Graduation from the School of Dental Medicine at Case Western Reserve University on Sunday, May 17, is going to be a big family reunion for Yuan Tao, who has lived thousands of miles apart from her husband in California and four-year old daughter in China over the past four years.
When Yuan Tao accompanied her husband Rong Xu to the United States in 2001, she had no idea how life would change for her. He was pursuing his doctorate in computer science from Purdue University.
Arriving from Naijing, China, with a background and bachelor's degree in international business, Tao found out she would have to do another undergraduate degree in the United States if she switched areas for graduate school.
Tao tried accounting.

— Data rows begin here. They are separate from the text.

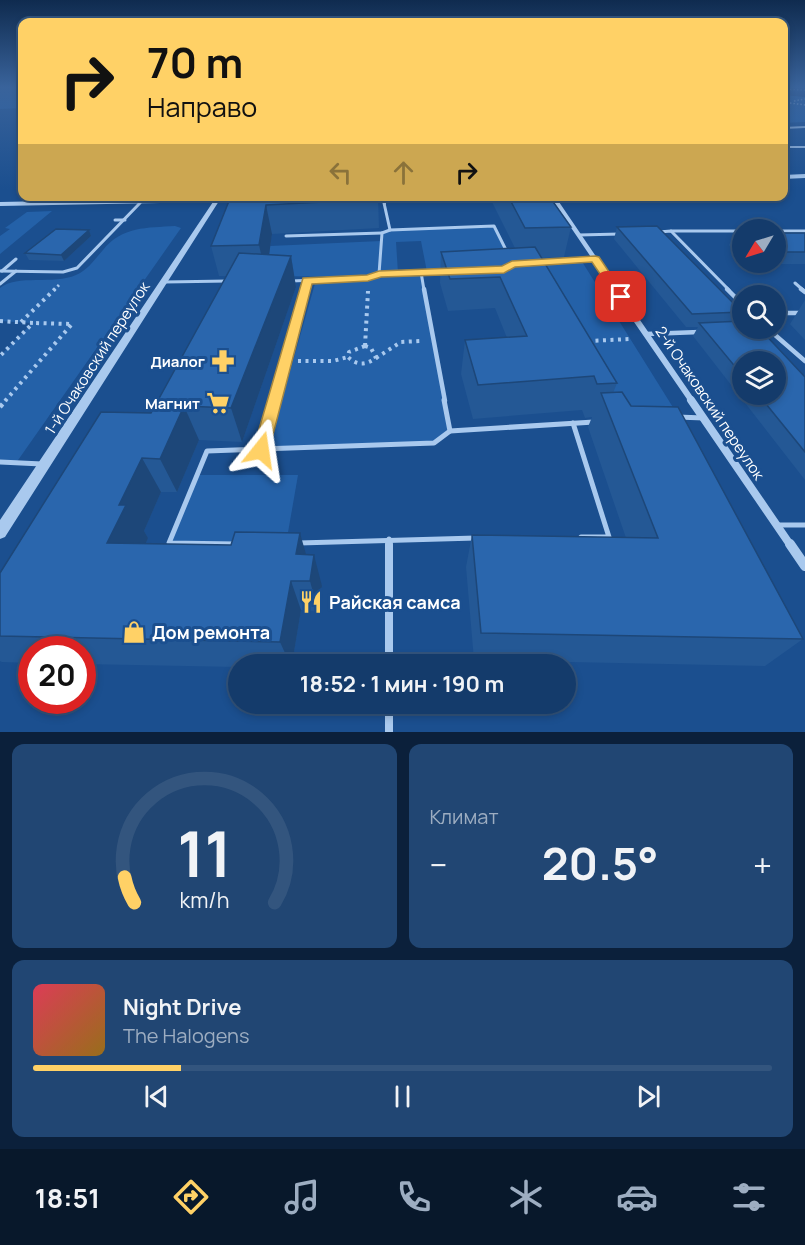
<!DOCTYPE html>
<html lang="ru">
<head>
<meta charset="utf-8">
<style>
	:root { --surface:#143b6b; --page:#214673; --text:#f1f3f6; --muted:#9dadc1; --line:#33557e; --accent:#ffd166 }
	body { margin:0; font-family:Manrope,sans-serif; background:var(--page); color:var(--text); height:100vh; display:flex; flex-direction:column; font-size:22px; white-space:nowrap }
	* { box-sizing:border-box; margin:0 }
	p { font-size:20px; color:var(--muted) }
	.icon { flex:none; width:33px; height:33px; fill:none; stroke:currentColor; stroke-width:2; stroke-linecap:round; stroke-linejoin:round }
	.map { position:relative; height:732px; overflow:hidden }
	.side { display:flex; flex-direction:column; gap:12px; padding:12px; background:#0b203b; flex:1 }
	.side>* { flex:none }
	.hud { position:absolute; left:18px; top:18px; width:770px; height:183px; border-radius:12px; box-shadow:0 3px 9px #0003,0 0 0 2px var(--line); background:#ffd166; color:#111; overflow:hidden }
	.needle { width:39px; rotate:232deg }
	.tools { position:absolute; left:732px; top:219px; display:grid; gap:12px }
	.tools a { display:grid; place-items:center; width:54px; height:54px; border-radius:50%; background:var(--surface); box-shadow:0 3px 9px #0003,0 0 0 2px var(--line); font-size:30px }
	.speed { position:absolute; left:18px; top:636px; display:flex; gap:12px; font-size:30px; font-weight:700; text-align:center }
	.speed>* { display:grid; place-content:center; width:78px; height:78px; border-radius:50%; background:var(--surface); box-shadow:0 3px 9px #0003,0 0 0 2px var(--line); line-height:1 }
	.speed .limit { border:9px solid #d22; background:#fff; color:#111 }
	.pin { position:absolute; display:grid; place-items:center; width:51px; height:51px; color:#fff; margin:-26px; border-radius:12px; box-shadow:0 3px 9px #0006 }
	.me { position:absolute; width:66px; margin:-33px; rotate:15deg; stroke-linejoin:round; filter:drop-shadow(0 0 4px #0008) }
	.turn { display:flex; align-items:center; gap:21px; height:126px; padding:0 30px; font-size:27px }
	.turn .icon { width:78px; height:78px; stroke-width:2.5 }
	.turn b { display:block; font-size:42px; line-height:51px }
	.lanes { display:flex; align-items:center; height:57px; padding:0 30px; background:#0003; justify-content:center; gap:30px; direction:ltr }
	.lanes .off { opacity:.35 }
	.big { font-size:45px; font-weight:700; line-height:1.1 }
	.side .widget { flex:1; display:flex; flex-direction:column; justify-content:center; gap:9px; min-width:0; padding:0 21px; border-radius:12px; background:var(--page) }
	.side .dial { align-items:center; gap:0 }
	.dial svg { height:156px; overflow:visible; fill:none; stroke:var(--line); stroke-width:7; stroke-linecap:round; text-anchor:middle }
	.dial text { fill:var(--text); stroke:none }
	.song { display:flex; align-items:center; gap:18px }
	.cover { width:72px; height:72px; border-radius:9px; background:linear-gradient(135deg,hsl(350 70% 55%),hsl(40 70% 35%)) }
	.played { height:6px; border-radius:3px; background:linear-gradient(90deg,var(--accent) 20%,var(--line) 20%) }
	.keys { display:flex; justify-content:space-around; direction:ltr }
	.heat { display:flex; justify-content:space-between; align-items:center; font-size:33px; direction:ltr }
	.side .tiles { flex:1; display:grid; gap:12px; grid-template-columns:1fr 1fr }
	.widget:last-child { grid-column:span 2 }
	.trip { position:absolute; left:228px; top:654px; width:348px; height:60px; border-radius:30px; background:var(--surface); box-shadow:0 3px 9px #0003,0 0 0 2px var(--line); font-weight:700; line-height:60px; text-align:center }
	.menu { display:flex; height:96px; justify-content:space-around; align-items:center; background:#08182b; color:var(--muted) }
	.menu .icon { width:42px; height:42px }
	.menu .on { color:var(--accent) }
	.menu b { font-size:27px; color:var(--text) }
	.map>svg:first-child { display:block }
	.green { fill:#2461a8 }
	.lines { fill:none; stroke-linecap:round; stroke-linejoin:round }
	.stream { fill:#9cc4f0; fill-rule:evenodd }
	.river { fill:#123a6d; fill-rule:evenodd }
	.path-far3 { stroke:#a9c9ee; stroke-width:1.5; stroke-dasharray:1.5 2; stroke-linecap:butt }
	.path-far2 { stroke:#a9c9ee; stroke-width:3; stroke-dasharray:2 3; stroke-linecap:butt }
	.path-far1 { stroke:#a9c9ee; stroke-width:4; stroke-dasharray:3 4.5; stroke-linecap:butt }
	.path { stroke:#a9c9ee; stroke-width:4.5; stroke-dasharray:4 5; stroke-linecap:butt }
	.service-far4 { stroke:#a9c9ee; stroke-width:2 }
	.service-far3 { stroke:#a9c9ee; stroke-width:3 }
	.service-far2 { stroke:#a9c9ee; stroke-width:4.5 }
	.service-far1 { stroke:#a9c9ee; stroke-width:5 }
	.service { stroke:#a9c9ee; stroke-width:8 }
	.minor-far4 { stroke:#a9c9ee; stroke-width:3 }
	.minor-far3 { stroke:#a9c9ee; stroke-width:4.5 }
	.minor-far2 { stroke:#a9c9ee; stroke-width:6 }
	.minor-far1 { stroke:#a9c9ee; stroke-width:8 }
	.minor { stroke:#a9c9ee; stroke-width:10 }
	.tertiary { fill:#a9c9ee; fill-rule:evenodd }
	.wall { fill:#245895; fill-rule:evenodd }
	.shaded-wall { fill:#1d4779 }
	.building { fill:#2a66ad; stroke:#1d4779; stroke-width:1.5 }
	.route { fill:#ffd166; stroke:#a68842; stroke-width:1.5 }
	.labels { text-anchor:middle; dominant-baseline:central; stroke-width:6; stroke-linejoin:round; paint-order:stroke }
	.street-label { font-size:15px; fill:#fff; stroke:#1b4f8f }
	.poi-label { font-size:15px; font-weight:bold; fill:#fff; stroke:#1b4f8f; text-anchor:end }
	.near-poi-label { font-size:18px; font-weight:bold; fill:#fff; stroke:#1b4f8f; text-anchor:start }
</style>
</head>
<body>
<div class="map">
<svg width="805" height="732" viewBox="0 0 805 732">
	<rect width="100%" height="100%" fill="#1b4f8f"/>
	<g class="green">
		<path d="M0,86H22V108L0,109Z"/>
		<path d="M783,86H805V122L783,123Z"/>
		<path d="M52,211L0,254V236L10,229L5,228L27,212Z"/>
		<path d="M175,226L181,228L16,463L0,462V356L32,323L0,321V288C17,274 54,285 76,275C88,270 95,259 103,250C122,226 147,228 175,226Z"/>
		<path d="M494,226L512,264L581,260L679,417L605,421L529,278L427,272L421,241L396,242L398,273L421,272L450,431L434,443L268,449L316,280L364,277L266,276L270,246L381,241L382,233L390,230Z"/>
		<path d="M197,475H298L286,544L169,543Z"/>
	</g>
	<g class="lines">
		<path class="stream" d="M783,86H790L783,88Z"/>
		<path class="river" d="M783,86L805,87V97L783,95Z"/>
		<g class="path-far3">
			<path d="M783,89L805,90"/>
			<path d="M794,101L805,99"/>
			<path d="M783,102L805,105"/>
		</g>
		<path class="path-far2" d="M54,290L59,285"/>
		<g class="path-far1">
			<path d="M0,321L33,323L0,356"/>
			<path d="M21,322L55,289"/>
			<path d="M588,341L631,339"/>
			<path d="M365,346L371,348L376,358C366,365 357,366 348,357L349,352Z"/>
			<path d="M365,346L368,291"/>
			<path d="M376,358L401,342L421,341"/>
			<path d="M298,361H333L348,357"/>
			<path d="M5,401L72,324L33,323"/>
		</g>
		<path class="path" d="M0,407L6,400"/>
		<g class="service-far4">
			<path d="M783,128L805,127"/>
			<path d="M783,147H805"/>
			<path d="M383,196L385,204"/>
			<path d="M39,203L46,196"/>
		</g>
		<g class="service-far3">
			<path d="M384,203L390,230"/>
			<path d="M115,220H125"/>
			<path d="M671,231H742"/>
			<path d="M776,231H805"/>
			<path d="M659,232L671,231L729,290"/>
			<path d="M579,235L620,234"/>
			<path d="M286,236L382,233"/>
			<path d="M540,262L595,259"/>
			<path d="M0,271L63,272L77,268L140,203"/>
			<path d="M2,271L16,259"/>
			<path d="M421,272L424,290"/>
			<path d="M379,274L445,272"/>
			<path d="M291,281L368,278L379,274L382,233L390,230L494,226L508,254"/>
			<path d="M165,282L228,281"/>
			<path d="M795,283L803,290"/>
			<path d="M0,284L16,271"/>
			<path d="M305,290L307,281"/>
		</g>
		<g class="service-far2">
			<path d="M424,289L445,401"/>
			<path d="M727,289L742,304"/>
			<path d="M801,289L805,292"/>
			<path d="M776,313H805"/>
			<path d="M767,328L805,361"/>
			<path d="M646,334L700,332"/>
			<path d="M274,401L305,289"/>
		</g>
		<g class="service-far1">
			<path d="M677,417L704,418"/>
			<path d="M573,423L609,537H581"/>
			<path d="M450,431L594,422"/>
			<path d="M261,450L275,400"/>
			<path d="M0,462L42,464"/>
			<path d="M778,525H805"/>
			<path d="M389,539V546"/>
			<path d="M299,543L476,538"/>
			<path d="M236,544L169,543L207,451L434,443L450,431L444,400"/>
		</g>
		<g class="service">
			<path d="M389,544V664"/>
			<path d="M389,704V732"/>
		</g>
		<path class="minor-far4" d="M552,196L558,204"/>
		<path class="minor-far3" d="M557,203L616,290"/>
		<path class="minor-far2" d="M615,289L692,401"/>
		<path class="minor-far1" d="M691,400L791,546"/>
		<path class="minor" d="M790,544L805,566"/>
		<g class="tertiary">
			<path d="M805,174V178L783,179V175Z"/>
			<path d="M243,197L246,199L245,200L219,201L5,537L0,539V520L213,202L0,206V202Z"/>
		</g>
	</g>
	<g class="wall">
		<path d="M231,196H378L379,228L272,234L269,255L291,256L296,287L242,442L199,440L177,492H161L144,531L148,538L145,544L306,555L322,586L318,611L301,610L292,664H238V667L82,664V650H32V663L2,662L0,661V573L151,413L226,276H219L211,246Z"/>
		<path d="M493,196H549L571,227L564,257L541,258L617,383L613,393L631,406L803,639L765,666L474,660L466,567L472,535L626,538L588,427L592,417L585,418L582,410L473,419L461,374L465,340L507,338L495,308L448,311L440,283L441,252L515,248L492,202Z"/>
		<path d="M617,227L742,312L738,321L805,377V480L693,336L698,327H686L614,239ZM742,362L776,394H742Z"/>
		<path d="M89,230L91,236L64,261L29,260L25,253Z"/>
		<path d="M735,233H742V259L729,245Z"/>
		<path d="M776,233H805V264H747L746,262H776Z"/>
		<path d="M805,300V340L790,324Z"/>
	</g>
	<g class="shaded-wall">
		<path d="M266,205L272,234L266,276L259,245Z"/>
		<path d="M89,230L91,236L64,261L61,255Z"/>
		<path d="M291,256L296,287L242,442L231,408Z"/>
		<path d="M184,406L199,440L177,492L160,459Z"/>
		<path d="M142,458L161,492L144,531L148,538L132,575L107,543L119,505Z"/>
		<path d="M300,533L309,565L296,554Z"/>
		<path d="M314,555L322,586L318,611L310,581Z"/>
		<path d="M291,581L301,610L292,664H290L280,642Z"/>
	</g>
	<g class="building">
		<path d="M231,196H378V199L266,205L259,245L211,246Z"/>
		<path d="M508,196H549L571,227L525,228Z"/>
		<path d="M657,226L742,312L692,314L617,227Z"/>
		<path d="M56,229L89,230L61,255L25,253Z"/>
		<path d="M735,233H742V241Z"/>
		<rect x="776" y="233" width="29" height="19"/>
		<path d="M535,247L617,383L597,384L594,376L478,385L465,340L527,336L500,277L450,279L441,252Z"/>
		<path d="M239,253L291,256L231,408L184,406L160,459L142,458L119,505H126L107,543L231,545L235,532L300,533L296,554L314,555L310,581H291L280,642L0,636V573L101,412L151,413Z"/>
		<path d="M742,321V328H759L805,377V452L758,394H776V362H742V375L699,323Z"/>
		<path d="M622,392L631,406L678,407L803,639L481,633L472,535L658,538L601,393Z"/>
	</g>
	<linearGradient id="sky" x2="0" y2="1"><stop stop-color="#0f2b4f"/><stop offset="0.46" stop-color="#39639b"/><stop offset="1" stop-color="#39639b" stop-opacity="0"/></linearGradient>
	<rect width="805" height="189" fill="url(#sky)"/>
	<path class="route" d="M595,256L599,257L626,297L625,299H617L592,262L515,267L504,273L381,277L368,281L312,284L269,450L267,454L261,456L255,454L253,450L303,278L367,275L379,271L502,266L512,261Z"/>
	<defs>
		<g id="pharmacy-bare" transform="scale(1.8)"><path d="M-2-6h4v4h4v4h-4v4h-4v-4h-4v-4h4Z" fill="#ffd166" stroke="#1b4f8f" stroke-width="2.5" paint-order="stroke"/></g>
		<g id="supermarket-bare" transform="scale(1.8)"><path d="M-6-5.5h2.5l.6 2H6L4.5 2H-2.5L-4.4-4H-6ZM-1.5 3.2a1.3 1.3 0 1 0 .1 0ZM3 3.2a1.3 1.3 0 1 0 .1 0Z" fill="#ffd166" stroke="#1b4f8f" stroke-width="2.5" paint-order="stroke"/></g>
		<g id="restaurant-bare" transform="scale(1.8)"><path d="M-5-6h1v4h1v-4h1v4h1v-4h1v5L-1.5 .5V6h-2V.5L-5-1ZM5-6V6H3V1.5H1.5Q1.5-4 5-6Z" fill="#ffd166" stroke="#1b4f8f" stroke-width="2.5" paint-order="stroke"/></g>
		<g id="shop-bare" transform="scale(1.8)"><path d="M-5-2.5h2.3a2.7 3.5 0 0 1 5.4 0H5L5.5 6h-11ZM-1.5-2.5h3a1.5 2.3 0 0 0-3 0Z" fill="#ffd166" stroke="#1b4f8f" stroke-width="2.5" paint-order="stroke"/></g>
	</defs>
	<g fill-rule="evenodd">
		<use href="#pharmacy-bare" x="223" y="361"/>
		<use href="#supermarket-bare" x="218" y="403"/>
		<use href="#restaurant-bare" x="311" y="602"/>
		<use href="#shop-bare" x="134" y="632"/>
	</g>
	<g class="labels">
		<g class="street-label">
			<text transform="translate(97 358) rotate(-57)">1-й Очаковский переулок</text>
			<text transform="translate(710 403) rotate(56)">2-й Очаковский переулок</text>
		</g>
		<g class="poi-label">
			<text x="205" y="361">Диалог</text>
			<text x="200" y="403">Магнит</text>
		</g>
		<g class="near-poi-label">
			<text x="329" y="602">Райская самса</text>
			<text x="152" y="632">Дом ремонта</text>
		</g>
	</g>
</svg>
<div class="tools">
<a><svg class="needle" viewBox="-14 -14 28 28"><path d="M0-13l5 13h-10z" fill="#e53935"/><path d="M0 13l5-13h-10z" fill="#9dadc1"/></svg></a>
<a><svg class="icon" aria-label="search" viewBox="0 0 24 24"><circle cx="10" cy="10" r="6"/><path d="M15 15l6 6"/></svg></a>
<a><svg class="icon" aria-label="layers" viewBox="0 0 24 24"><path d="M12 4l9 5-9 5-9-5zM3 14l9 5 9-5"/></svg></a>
</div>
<div class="speed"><div class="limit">20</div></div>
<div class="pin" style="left:621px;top:297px;background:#d93025"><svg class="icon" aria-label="arrive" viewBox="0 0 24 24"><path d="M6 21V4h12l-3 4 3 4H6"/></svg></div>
<svg class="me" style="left:261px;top:450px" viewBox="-20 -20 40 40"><path d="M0-17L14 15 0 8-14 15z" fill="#ffd166" stroke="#fff" stroke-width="4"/></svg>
<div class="trip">18:52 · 1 мин · 190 m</div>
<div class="hud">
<div class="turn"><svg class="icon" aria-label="right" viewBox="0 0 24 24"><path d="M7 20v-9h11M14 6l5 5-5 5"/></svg><div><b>70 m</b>Направо</div></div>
<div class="lanes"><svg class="icon off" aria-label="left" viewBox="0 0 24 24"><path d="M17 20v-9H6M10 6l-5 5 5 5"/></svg><svg class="icon off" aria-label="ahead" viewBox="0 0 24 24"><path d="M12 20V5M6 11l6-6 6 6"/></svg><svg class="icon" aria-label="right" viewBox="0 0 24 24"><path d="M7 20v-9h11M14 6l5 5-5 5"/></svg></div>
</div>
</div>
<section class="side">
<div class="tiles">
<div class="widget dial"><svg viewBox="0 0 100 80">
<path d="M14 69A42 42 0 1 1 86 69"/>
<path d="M14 69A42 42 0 0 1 9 56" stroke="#ffd166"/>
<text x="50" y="56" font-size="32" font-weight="700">11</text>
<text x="50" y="72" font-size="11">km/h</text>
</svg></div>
<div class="widget"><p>Климат</p>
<div class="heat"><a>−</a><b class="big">20.5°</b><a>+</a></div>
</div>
<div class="widget">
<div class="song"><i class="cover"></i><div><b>Night Drive</b><p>The Halogens</p></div></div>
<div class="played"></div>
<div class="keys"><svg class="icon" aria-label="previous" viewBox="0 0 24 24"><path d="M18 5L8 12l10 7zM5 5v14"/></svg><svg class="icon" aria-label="pause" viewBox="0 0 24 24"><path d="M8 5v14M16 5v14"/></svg><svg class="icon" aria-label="next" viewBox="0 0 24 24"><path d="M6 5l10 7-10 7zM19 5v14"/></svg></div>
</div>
</div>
</section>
<nav class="menu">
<b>18:51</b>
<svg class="icon on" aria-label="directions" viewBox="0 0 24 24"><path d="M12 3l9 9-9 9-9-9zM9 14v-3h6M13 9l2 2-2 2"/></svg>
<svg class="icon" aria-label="music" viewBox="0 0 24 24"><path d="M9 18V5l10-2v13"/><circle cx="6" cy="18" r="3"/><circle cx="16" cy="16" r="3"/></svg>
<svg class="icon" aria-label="phone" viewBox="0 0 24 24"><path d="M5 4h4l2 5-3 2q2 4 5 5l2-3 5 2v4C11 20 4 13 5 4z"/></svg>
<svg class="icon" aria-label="climate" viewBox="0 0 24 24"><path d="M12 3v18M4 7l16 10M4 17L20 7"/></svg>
<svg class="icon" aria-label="car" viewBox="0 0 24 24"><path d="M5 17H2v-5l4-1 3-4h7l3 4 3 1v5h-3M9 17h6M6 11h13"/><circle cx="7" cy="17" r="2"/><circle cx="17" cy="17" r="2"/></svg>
<svg class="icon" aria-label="filters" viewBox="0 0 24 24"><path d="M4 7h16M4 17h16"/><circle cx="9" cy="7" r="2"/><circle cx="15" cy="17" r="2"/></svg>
</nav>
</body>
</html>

Although she was good at numbers, "I was bored," she said, adding she enjoys working with people more than numbers.
So Tao switched to pharmacology and started over in a bachelor's program, but before she earned the degree she applied to dental school and was accepted by Case Western Reserve University in 2005. Meanwhile her husband Rong was hired by Hewlett Packard to work in California.
They had hoped to find a job and school in the same location or nearby, but it didn't work out that way, says Tao. The two decided to make a commuter marriage work.
When Tao came to Cleveland, she did not arrive alone. Her two-month old daughter and Rong's parents, visiting from China, accompanied her.
"The first year of dental school is very hard," Tao says.
She was in class from 8 a.m. to 5 p.m. and struggled at times with the language. She taped lectures and prepared for class by reading ahead and then rereading after class to make sure she understood the medical science.
Meanwhile she was having some sleepless nights caring for her daughter.
Some of it was eased by help from her in-laws. But in the middle of the first year, their visitor visas expired, and they decided to return to China. With the school situation for Yuan and new work for Rong, they made the hard decision to send their daughter home with Katherine's grandparents.
"I missed her," said Yuan.
With a 12-hour difference in time, the father and mother found ways to talk to their daughter daily via webcam communications and watch her grow.
Yuan and Rong also visited their daughter on vacations, and the husband and wife managed to see each other a couple of times a month on weekends or vacations.
Regardless of the challenges Tao faced, Philip Aftoora, director of student services at the dental school said, "She remained at the top of her class and is an extremely strong person."
In her fourth year of dental school, Tao found out she was expecting another baby. About the time she learned of the baby, her father became a candidate for a liver transplant after suffering from a severe form of hepatitis.
She made the trip home as his condition worsened. Returning to the United States, Tao began to suffer some medical problems with the pregnancy that required surgery. Eventually she would give birth to Berwen a month early.
The baby struggled at first in the neonatal intensive care unit. The couple spent the first month caring for the baby, who required feedings every two hours. They had about 30 minutes of rest between those times. Today Berwen is growing and healthy.
The family has now begun the reunion as Katherine and her in-laws arrived recently in Cleveland to help with the new baby. The family will be complete when Yuan and the children move to Cupertino, Calif., to be with Rong after graduation.